Communication, language and literacy in outdoor play: Speak out

Anne O'Connor
Tuesday, October 8, 2002

Words speak loud as actions when practitioners encourage children to find their voices outdoors, says Anne O'Connor

Words speak loud as actions when practitioners encourage children to find their voices outdoors, says Anne O'Connor

The current emphasis on provision of good quality outdoor play for children in the Foundation Stage, including children in reception classes, has increased awareness of the learning that takes place when children are physically active.

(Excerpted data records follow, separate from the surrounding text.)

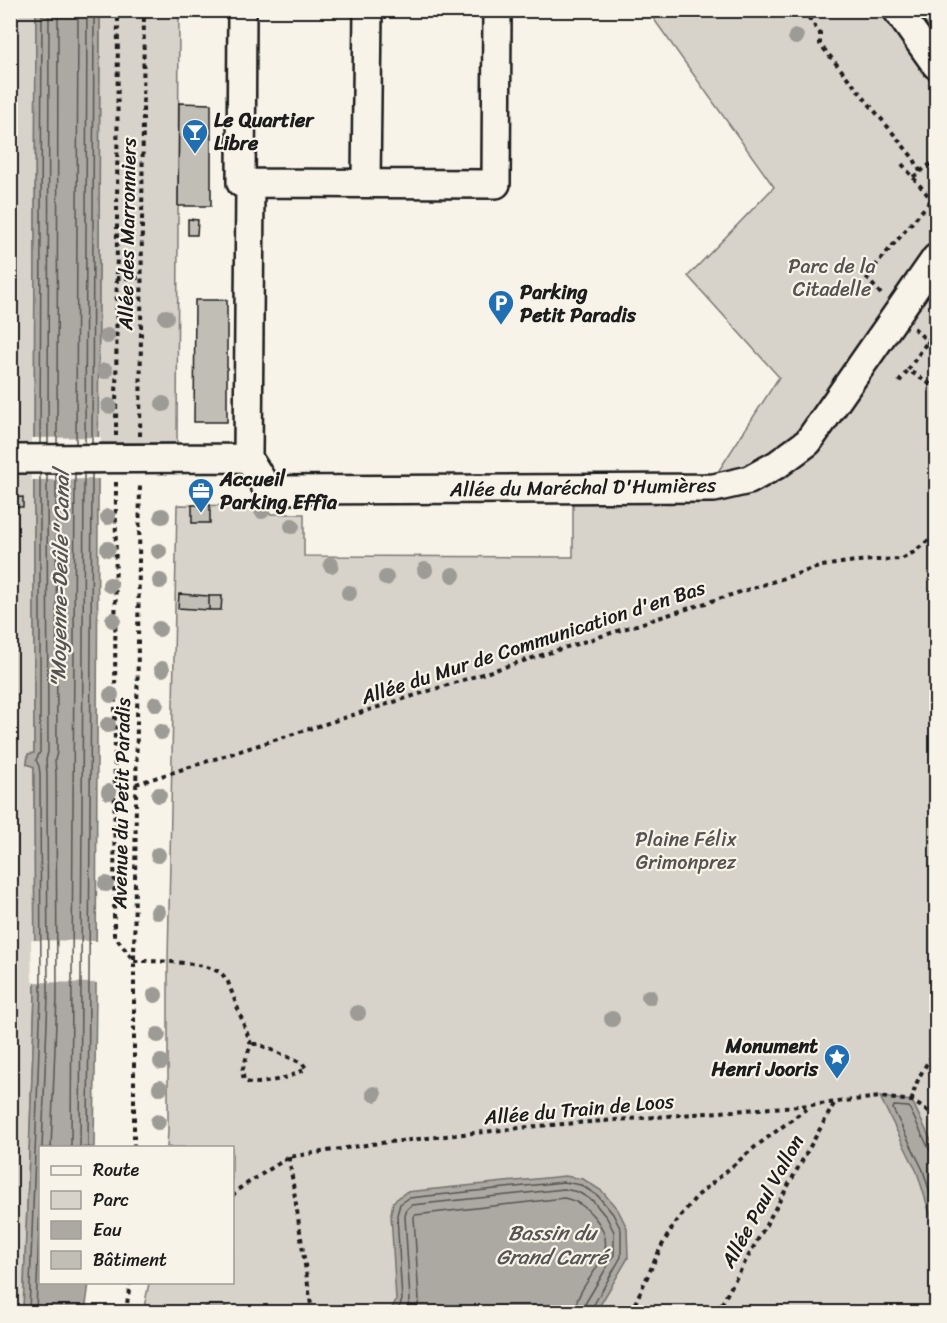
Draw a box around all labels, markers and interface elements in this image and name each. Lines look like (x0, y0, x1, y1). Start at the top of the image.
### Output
place label: Le Quartier Libre (214, 103, 315, 161)
bar icon: Le Quartier Libre (180, 117, 210, 155)
street label: Allée des Marronniers (108, 137, 147, 332)
park label: Parc de la Citadelle (788, 249, 876, 307)
place label: Parking Petit Paradis (520, 275, 637, 333)
parking icon: Parking Petit Paradis (486, 288, 516, 326)
place label: Accueil Parking Effia (219, 462, 338, 520)
water label: "Moyenne-Deûle" Canal (39, 465, 81, 688)
street label: Allée du Maréchal D'Humières (449, 468, 717, 507)
office icon: Accueil Parking Effia (186, 476, 216, 514)
street label: Allée du Mur de Communication d'en Bas (356, 570, 711, 715)
street label: Avenue du Petit Paradis (102, 696, 141, 910)
park label: Plaine Félix Grimonprez (635, 822, 738, 880)
place label: Monument Henri Jooris (711, 1029, 819, 1087)
place icon: Monument Henri Jooris (822, 1042, 852, 1080)
street label: Allée du Train de Loos (482, 1084, 676, 1135)
street label: Allée Paul Vallon (711, 1128, 814, 1275)
legend (39, 1146, 234, 1284)
text: Route (93, 1154, 140, 1186)
text: Parc (93, 1184, 129, 1216)
text: Eau (93, 1214, 122, 1246)
water label: Bassin du Grand Carré (496, 1214, 611, 1276)
text: Bâtiment (93, 1244, 167, 1276)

Some of children's most developed language emerges naturally when they are playing outdoors, and for many children the opportunity to run around being noisy is denied them in all other contexts. Don't ignore the enhanced opportunities for developing oracy and communication skills when children are playing outdoors. Encourage children to find their voice in a big way!

Learning opportunities

A properly resourced outdoor area can deliver the same rich learning experiences as the indoors:

  • Developing imaginative role play and acting out stories in large open spaces (and the natural environment).

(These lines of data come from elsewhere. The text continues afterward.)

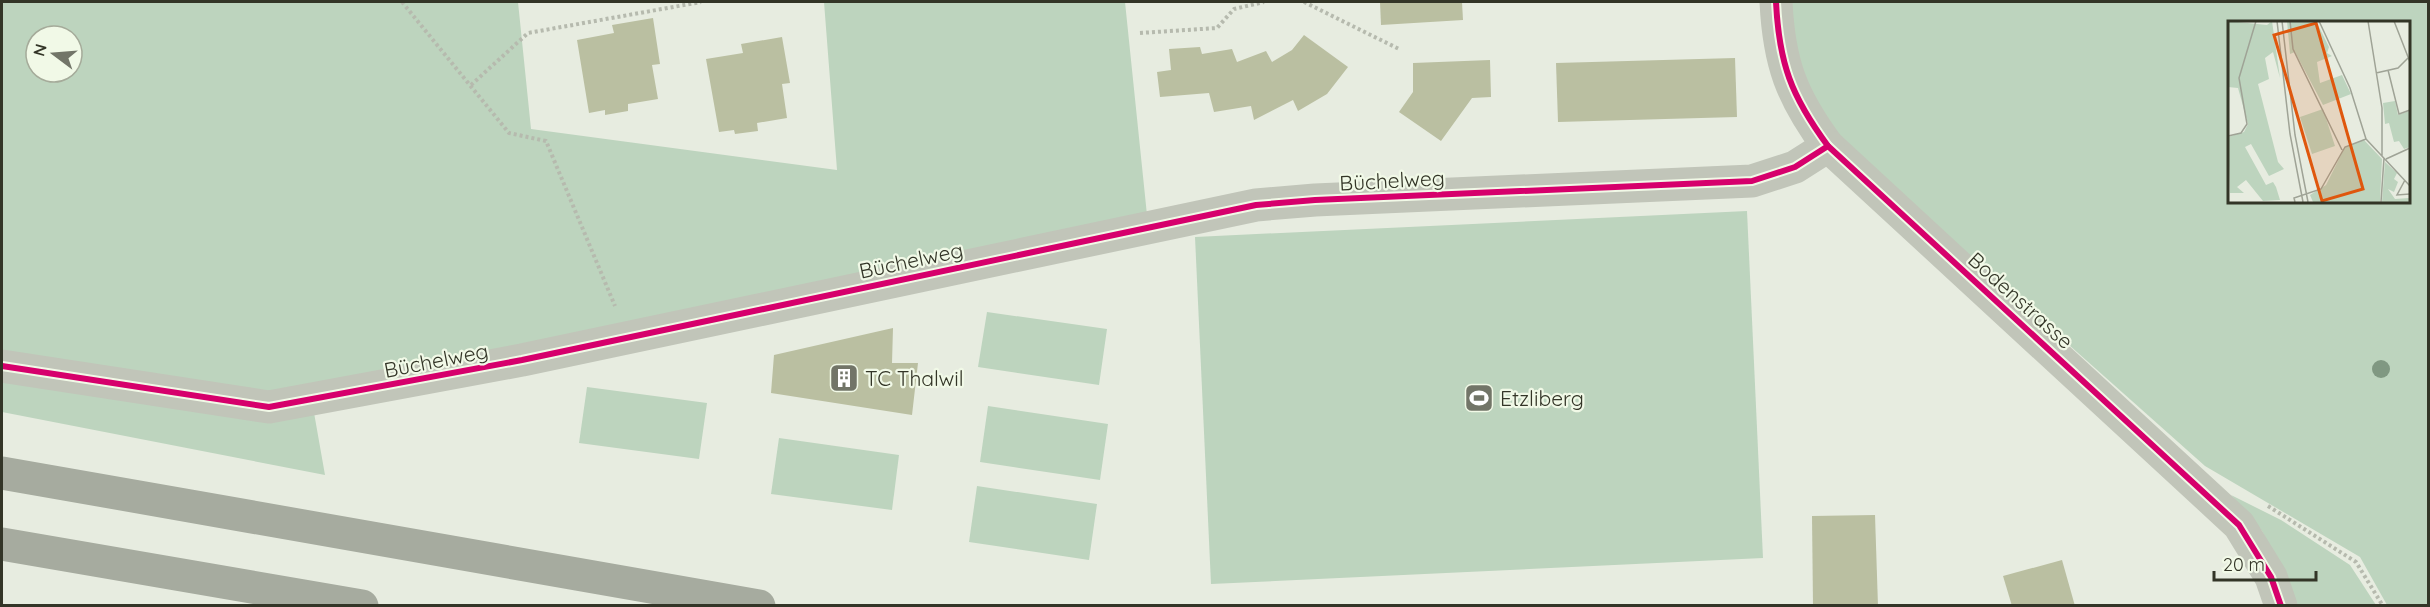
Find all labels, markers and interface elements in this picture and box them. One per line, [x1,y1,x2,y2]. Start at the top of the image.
inset map [2228,21,2409,202]
north arrow [24,24,84,84]
text: N [28,41,51,58]
street label: Büchelweg [1339,164,1445,196]
street label: Büchelweg [857,236,965,284]
street label: Bodenstrasse [1963,246,2079,354]
street label: Büchelweg [382,337,490,383]
building icon: TC Thalwil [828,362,860,394]
place label: TC Thalwil [865,365,964,391]
sports icon: Etzliberg [1463,382,1495,414]
place label: Etzliberg [1500,385,1584,411]
scale bar [2214,544,2316,582]
text: 20 m [2223,553,2265,576]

  • Linking language with physical movement in action games and songs and exploring forces and movement.

  • Exploring print in the environment, such as notices, signs and warnings.

  • Using voice in a variety of ways, from quiet conversation to loud shouting, and all variations in between.

  • Negotiating plans, activities and use of equipment and space.

  • Developing social and communication skills when playing with others.

  • Using language to recreate roles and experiences, such as driving a car or climbing a mountain.

  • Mark-making on a small and large scale on paper, floors and walls.

  • Learning scientific and descriptive vocabulary relating to outdoors, such as weather, plants, minibeasts, traffic.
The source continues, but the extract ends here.